También ayer, pero en otras páginas, otro opinante –al que caritativamente llamaré Mínimo Gorki, en memoria del escritor que devino en propagandista de las bondades del socialismo soviético- arrojaba con fruición adjetivos en contra de esos “malvados” que incurren en el “delito” de comerciar con granos, almacenarlos y obtener -¡qué barbaridad!– alguna utilidad por su trabajo de acuerdo a las “malignas” leyes de la oferta y de la demanda.

 

Máximo Gorki se envileció cantando las loas del terror implantado tanto por Lenin como más tarde por Stalin en de contra los kulaki, que no eran otros que los campesinos que osaban oponerse a la colectivización y que guardaban para su propio consumo, o para comerciar con ellos, los frutos de sus cosechas. Millones murieron de hambre en esa lucha que el Estado soviético decía llevar a cabo en contra del hambre. Al final, el objetivo se logró: Los graneros quedaron vacíos, los “acaparadores” muertos o presos en los helados campos siberianos y el hambre asoló todo el territorio soviético.
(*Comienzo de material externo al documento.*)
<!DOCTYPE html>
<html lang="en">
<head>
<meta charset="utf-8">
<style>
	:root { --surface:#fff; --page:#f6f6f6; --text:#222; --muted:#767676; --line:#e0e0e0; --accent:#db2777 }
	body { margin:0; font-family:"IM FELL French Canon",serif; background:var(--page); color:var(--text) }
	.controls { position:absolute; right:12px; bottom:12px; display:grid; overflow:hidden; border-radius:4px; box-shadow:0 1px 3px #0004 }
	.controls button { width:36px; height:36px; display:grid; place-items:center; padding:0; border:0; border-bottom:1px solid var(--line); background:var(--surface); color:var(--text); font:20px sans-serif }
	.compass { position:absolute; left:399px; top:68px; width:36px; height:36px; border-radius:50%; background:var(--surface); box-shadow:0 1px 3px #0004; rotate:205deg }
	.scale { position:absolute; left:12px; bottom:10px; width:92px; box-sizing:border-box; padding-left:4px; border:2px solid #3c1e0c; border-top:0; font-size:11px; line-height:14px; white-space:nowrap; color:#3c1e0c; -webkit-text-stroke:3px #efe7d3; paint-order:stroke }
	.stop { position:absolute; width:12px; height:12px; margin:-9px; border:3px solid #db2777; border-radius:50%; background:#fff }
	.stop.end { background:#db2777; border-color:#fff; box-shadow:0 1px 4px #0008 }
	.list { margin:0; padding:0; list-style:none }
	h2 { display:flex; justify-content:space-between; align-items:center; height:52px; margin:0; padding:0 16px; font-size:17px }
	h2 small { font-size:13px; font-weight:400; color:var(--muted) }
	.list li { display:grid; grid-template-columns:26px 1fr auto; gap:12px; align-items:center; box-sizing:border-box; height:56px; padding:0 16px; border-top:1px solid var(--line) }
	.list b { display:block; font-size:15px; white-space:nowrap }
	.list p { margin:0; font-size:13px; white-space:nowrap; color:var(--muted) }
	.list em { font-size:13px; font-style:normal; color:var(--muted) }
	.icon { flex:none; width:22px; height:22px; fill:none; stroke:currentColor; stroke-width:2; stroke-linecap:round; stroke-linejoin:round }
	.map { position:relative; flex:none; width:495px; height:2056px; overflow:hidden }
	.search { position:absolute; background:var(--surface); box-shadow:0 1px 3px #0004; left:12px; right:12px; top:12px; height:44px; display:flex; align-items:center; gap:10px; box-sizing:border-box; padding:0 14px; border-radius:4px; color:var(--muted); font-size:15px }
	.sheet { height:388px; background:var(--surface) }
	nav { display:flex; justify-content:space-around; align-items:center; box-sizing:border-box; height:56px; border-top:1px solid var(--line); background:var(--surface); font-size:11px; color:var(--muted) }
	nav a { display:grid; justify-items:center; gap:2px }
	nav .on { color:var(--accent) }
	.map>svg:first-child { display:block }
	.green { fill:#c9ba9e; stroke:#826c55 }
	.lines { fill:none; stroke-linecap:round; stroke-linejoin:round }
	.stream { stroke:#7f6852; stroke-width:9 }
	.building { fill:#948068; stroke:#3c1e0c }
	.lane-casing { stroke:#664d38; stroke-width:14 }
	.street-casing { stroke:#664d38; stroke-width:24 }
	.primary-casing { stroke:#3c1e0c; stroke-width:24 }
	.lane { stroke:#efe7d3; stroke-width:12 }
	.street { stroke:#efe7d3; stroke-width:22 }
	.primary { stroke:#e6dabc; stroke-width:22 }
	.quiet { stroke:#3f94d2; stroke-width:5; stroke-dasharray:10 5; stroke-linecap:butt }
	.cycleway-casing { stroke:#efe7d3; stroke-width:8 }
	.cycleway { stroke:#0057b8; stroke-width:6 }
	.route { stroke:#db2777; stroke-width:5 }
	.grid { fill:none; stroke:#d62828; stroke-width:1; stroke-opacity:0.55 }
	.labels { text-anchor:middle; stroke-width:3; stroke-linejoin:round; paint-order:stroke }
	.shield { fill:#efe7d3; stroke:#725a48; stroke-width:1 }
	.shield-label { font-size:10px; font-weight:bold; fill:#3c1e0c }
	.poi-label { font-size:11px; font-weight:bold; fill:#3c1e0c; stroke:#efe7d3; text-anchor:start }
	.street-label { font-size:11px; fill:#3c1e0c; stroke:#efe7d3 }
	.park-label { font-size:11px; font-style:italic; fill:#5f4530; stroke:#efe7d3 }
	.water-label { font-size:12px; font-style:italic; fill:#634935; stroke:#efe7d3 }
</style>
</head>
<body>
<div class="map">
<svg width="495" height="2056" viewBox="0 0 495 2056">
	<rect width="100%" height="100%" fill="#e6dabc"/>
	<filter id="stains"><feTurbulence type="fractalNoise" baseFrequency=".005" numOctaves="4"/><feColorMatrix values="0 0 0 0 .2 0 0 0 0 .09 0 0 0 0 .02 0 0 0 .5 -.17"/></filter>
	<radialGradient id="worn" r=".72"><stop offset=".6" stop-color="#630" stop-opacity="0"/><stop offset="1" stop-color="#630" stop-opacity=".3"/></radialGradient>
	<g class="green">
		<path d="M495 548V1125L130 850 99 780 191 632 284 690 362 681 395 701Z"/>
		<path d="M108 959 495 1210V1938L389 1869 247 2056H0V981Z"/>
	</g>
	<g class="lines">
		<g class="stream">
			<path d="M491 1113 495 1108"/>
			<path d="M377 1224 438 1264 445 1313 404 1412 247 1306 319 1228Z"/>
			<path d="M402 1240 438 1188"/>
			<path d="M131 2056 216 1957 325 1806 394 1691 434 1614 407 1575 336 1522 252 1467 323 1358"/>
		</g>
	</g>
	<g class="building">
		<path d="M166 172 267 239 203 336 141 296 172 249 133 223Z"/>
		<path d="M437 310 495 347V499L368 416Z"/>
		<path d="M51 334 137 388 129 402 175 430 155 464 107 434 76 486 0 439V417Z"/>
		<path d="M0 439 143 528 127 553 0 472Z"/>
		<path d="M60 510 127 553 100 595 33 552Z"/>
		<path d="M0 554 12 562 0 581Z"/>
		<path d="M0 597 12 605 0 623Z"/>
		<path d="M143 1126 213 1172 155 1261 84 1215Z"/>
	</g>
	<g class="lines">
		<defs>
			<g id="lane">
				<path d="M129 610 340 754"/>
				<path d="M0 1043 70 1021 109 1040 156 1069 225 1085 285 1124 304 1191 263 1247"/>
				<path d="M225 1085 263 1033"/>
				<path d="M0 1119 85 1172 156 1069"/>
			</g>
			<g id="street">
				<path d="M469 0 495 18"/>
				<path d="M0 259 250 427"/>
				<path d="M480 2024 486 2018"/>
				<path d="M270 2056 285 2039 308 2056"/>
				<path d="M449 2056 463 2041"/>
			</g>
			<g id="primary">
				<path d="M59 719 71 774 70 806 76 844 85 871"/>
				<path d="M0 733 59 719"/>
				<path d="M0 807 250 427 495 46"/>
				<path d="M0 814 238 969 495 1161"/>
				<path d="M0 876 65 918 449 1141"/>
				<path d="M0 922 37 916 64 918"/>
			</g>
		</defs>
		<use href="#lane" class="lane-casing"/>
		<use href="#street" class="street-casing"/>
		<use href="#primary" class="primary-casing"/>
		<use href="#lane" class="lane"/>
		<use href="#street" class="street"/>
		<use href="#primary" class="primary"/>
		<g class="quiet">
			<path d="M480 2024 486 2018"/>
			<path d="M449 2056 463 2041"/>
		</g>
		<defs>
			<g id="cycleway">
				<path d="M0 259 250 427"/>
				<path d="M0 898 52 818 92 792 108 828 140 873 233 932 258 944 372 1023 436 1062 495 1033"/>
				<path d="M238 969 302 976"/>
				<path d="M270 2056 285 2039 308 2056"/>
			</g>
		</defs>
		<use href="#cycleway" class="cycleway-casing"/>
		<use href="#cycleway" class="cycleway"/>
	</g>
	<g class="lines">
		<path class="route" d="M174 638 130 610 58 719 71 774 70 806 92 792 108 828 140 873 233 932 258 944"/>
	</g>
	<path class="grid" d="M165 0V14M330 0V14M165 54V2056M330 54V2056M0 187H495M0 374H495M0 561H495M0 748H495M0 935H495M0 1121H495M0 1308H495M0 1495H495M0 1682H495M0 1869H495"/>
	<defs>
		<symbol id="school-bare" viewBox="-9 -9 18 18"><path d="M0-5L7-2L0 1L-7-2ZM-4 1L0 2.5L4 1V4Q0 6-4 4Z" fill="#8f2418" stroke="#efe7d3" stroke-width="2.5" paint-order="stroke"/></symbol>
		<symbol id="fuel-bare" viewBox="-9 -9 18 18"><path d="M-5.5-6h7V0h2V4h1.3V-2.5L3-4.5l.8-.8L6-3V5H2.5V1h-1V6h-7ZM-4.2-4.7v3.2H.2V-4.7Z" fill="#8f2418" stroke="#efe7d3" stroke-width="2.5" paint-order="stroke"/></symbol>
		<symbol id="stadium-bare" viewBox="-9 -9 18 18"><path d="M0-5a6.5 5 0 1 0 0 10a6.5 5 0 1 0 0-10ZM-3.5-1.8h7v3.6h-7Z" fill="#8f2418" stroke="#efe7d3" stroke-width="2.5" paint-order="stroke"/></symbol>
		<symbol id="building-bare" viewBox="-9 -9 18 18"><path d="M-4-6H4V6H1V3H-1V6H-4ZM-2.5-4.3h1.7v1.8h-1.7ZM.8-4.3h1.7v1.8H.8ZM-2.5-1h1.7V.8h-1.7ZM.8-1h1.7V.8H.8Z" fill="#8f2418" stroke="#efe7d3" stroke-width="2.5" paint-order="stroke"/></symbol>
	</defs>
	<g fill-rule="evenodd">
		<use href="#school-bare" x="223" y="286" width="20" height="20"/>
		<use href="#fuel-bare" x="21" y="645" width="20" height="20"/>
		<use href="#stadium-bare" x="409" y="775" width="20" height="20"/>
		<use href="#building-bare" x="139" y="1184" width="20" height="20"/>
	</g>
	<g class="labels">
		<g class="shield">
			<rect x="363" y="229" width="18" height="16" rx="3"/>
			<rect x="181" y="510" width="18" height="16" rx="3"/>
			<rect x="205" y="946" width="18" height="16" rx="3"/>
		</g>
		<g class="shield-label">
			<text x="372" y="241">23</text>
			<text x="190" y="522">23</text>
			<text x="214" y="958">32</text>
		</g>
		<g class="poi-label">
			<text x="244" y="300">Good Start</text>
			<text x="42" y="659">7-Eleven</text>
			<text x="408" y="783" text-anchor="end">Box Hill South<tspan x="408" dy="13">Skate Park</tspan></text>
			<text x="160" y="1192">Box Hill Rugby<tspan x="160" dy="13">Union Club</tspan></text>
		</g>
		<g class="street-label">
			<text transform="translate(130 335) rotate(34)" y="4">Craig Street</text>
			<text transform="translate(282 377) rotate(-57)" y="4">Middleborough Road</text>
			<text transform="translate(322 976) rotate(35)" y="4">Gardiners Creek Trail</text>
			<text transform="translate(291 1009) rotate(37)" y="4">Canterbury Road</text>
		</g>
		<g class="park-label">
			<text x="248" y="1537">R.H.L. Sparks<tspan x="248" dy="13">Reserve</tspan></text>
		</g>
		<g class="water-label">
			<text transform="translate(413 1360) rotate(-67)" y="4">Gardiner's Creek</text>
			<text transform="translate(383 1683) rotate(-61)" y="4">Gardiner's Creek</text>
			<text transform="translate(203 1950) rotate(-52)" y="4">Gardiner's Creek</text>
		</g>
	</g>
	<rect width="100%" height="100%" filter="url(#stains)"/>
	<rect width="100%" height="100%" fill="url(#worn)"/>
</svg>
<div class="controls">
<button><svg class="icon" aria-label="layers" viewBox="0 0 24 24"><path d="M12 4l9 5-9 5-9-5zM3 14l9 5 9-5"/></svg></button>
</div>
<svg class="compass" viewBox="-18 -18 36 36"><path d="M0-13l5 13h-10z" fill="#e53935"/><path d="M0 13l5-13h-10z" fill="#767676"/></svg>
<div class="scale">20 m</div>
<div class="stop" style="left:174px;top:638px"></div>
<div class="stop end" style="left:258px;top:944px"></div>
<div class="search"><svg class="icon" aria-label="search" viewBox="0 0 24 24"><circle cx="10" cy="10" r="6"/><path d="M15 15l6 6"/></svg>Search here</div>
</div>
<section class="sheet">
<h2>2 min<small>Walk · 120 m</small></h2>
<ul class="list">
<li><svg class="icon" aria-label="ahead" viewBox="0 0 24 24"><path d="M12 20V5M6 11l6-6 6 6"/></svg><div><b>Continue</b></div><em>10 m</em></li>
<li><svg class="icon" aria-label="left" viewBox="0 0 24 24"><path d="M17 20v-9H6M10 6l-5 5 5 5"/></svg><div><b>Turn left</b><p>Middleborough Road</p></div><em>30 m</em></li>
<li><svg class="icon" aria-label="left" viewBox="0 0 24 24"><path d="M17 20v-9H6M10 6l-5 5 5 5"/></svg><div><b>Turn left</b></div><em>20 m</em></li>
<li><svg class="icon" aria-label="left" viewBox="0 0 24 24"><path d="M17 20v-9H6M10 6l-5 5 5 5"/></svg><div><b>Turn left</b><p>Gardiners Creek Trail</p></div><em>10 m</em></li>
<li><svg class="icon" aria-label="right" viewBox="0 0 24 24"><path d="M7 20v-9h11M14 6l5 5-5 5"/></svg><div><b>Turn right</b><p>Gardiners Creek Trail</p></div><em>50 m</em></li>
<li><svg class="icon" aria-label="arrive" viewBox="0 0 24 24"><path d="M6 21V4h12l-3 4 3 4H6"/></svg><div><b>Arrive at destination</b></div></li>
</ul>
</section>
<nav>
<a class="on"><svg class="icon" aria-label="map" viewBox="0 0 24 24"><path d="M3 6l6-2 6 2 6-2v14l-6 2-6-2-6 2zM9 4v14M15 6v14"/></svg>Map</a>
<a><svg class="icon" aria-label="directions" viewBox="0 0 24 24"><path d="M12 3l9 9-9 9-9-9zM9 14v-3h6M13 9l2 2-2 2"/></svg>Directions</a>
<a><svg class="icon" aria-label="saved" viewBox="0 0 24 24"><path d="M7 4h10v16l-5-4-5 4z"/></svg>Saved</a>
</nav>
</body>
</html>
Ah, el calorcito del Estado protector.

 

Mínimo Gorki, el nuestro, no va tan lejos. Sólo califica de “ruines”, “ratas”, “traidores a la patria” a los presuntos acaparadores de maíz y, ya en plena efusión calorífica, propone: “Yo no digo que debamos ahorcar a los acaparadores, pero sería formativo darles una arrastradita por el primer cuadro, unas buenas cachetadas guajoloteras, diez mil zapes estilo maestro de primaria…”.

 

El calorcito incluye un poco de faramalla –“charla artificiosa encaminada a engañar”- como ésa. Nada terrible, sólo efusiones demagógicas para darle al pueblo tortillas y circo. Calorcito.